Cari lettori, eccoci dunque al nostro ultimo incontro.
Dopo aver viaggiato assieme a ritroso nel tempo e nello spazio delle arti marziali orientali vorrei soffermarmi un aspetto dell’essere umano che è universale e chiaramente deducibile dal percorso che abbiamo effettuato: l’aggressività è insita nell’uomo così come in ogni animale.
In natura questa serve alla sopravvivenza dell’individuo e quindi della specie: se sei nella tundra invernale e non uccidi per mangiare o non ti difendi dai predatori sei destinato a morire.
L’agressività diventa un problema quando viene orientata verso gli individui dello stesso gruppo, diviene violenza ed è deprecata da ogni forma di pensiero e società.
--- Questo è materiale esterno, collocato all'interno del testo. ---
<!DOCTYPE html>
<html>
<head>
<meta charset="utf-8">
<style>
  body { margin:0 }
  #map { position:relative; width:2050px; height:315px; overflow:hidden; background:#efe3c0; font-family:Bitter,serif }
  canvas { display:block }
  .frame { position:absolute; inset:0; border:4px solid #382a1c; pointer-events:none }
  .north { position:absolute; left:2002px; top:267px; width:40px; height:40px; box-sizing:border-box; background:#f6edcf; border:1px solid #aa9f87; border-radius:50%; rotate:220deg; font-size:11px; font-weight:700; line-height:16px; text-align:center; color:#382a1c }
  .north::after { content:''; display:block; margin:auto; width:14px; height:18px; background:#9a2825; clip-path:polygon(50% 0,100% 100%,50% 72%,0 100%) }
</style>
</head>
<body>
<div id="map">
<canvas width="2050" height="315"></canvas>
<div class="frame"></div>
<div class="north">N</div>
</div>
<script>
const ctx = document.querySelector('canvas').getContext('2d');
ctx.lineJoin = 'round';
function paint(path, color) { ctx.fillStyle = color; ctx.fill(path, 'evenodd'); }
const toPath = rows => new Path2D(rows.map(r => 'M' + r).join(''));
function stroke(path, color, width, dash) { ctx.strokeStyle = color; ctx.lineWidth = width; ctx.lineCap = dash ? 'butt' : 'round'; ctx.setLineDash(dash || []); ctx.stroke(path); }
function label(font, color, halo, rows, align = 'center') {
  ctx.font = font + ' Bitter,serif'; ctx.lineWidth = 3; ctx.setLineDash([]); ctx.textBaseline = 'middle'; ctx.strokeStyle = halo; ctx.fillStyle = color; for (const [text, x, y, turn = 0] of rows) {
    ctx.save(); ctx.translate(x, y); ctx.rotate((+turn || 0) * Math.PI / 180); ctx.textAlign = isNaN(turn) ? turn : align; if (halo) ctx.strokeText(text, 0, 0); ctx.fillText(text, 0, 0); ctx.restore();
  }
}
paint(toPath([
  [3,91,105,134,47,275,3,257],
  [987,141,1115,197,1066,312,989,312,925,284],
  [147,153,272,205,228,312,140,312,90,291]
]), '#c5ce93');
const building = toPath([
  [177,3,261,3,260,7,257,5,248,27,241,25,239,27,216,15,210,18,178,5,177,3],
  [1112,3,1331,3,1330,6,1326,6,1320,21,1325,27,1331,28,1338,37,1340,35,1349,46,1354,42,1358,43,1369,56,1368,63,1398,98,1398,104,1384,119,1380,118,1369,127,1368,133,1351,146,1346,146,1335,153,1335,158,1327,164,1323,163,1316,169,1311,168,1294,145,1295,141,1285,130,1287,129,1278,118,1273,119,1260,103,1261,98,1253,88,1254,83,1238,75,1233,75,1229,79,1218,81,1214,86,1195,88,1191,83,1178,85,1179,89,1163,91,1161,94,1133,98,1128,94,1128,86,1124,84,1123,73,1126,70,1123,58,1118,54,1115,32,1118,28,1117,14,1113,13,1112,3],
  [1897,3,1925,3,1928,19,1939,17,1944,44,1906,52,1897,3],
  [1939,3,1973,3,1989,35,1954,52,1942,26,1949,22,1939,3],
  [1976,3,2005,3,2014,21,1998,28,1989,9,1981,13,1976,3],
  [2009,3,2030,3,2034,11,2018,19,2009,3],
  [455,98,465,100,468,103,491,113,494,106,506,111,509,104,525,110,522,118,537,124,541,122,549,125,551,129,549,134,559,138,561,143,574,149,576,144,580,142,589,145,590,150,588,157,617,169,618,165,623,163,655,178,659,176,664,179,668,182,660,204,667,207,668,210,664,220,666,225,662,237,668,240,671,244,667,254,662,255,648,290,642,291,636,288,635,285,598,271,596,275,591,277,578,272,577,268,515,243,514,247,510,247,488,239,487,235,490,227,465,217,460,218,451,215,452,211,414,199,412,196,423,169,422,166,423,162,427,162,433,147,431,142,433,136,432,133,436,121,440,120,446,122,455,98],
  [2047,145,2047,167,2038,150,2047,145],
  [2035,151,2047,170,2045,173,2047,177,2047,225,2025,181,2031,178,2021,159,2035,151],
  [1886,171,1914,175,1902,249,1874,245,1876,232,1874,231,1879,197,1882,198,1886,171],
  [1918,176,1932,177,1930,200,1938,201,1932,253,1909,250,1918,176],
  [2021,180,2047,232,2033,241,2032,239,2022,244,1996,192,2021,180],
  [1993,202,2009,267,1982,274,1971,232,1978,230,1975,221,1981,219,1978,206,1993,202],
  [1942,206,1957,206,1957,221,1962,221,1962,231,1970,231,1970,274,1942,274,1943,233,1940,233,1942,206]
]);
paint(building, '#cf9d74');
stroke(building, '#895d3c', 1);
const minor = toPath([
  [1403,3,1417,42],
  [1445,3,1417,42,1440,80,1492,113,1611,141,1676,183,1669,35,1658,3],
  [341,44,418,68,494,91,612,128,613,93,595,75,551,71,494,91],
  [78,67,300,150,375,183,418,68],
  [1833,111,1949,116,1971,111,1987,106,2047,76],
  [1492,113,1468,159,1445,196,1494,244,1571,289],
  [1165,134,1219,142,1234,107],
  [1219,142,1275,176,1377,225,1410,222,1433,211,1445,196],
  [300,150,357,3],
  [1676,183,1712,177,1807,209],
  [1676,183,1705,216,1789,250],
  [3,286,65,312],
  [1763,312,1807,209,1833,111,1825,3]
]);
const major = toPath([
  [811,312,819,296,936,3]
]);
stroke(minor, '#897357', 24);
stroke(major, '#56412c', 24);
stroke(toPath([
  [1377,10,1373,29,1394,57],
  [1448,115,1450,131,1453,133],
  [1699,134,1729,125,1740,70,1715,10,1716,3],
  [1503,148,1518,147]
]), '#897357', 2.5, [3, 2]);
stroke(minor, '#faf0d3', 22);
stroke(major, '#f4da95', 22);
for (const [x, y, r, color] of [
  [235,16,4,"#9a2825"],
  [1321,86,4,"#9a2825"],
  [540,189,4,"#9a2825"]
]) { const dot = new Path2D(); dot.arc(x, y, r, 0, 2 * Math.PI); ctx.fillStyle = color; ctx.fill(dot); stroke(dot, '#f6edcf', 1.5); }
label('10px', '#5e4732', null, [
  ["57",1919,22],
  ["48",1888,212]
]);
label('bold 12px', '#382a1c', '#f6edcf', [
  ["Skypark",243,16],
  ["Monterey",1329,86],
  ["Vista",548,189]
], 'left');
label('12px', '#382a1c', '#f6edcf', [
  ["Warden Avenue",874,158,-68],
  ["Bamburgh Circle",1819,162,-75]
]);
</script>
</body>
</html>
A metà fra le due c’è quella che contrappone individui della stessa specie appartenenti a gruppi diversi che chiamiamo guerra.
Taluni la considerano un male necessario o comunque ineliminabile, ma per i più è qualcosa da cancellare dalla faccia della terra, ma com’è possibile eliminare qualcosa che parte dall’interno dell’essere umano, dai nostri naturali e più profondi meccanismi ? L’educazione non può cancellare milioni di anni di evoluzione.
Per cercare di risolvere questo dilemma sono intervenute filosofie e religioni, almeno per cercare di mitigarne i nefasti effetti.
In India abbiamo visto il Mahabharata, testo sacro per gli induisti (che contiene anche i principi filosofici dello Yoga) dove troviamo i “consigli” su come il guerriero dovrebbe affrontare la propria condizione; all’interno dell’induismo si è sviluppato il buddhismo che (soprattutto attraverso la sua corrente Mahayana) ha generato religioni senza divinità che hanno attraversato il Tibet raggiungendo la Cina (dove si sono incontrate con il Taoismo) sino a raggiungere il Giappone scintoista, sempre aiutando il combattente nella sua componente spirituale.
Ma in occidente non siamo da meno.
Il Dio dell’antico testamento è il “Dio degli eserciti”, nell’Islam c’é la Jihad, la guerra sacra, e nemmeno della storia del Cristianesimo è possibile vantarsi: tra crociate, inquisizioni, conversioni forzate a furia di torture e mutilazioni … forse una delle poche cose positive è stata la spiritualita del cavaliere medioevale, un po’ di luce “cristiana” nella barbarie dei secoli bui.
Risulta quindi evidente che per non permettere all’aggressività (presente sempre ed ovunque) di diventare violenza è meglio incanalarla in direzioni diverse, costruttive, a vantaggio dell’individuo e quindi della società; per questo fine le Arti Marziali possono essere una grande risorsa ma permettono, a differenza di altri percorsi individuali, non di sopprimere qualcosa che è in noi ma di trasformare il potenziale veleno in una medicina.
Percorrere questa strada non vuole dire soltanto sfogare l’aggressività ma iniziare a guardarsi dentro per scoprire se stessi ed acquisire consapevolezza, di se e degli altri.
Pensate che, per quanto possa sembrare strano, c’é un perfetto parallelismo tecnico tra l’artista marziale ed il musicista: gli occhi di entrambi guardano chi l’avversario chi lo spartito (ed in prospettiva il direttore dell’orchestra); chi non legge si affida alla memoria, riferimento interiore dell’esperienza di entrambe le tipologie di artista; le orecchie scandagliano l’ambiente, il musicista per percepire l’insieme della musica e le reazioni del pubblico, il combattente (non certamente quello sportivo) per verificare che non arrivino alle sue spalle altri contendenti; attraverso la propriocezione (lo sguardo interiore) entrambi tengono sotto controllo gli strumenti della loro arte (chi il violino, chi la spada) o, più semplicemente, i propri gesti.
Però il musicista non troverà aiuto per superare gli ostacoli delle proprie paure e della propria coscienza.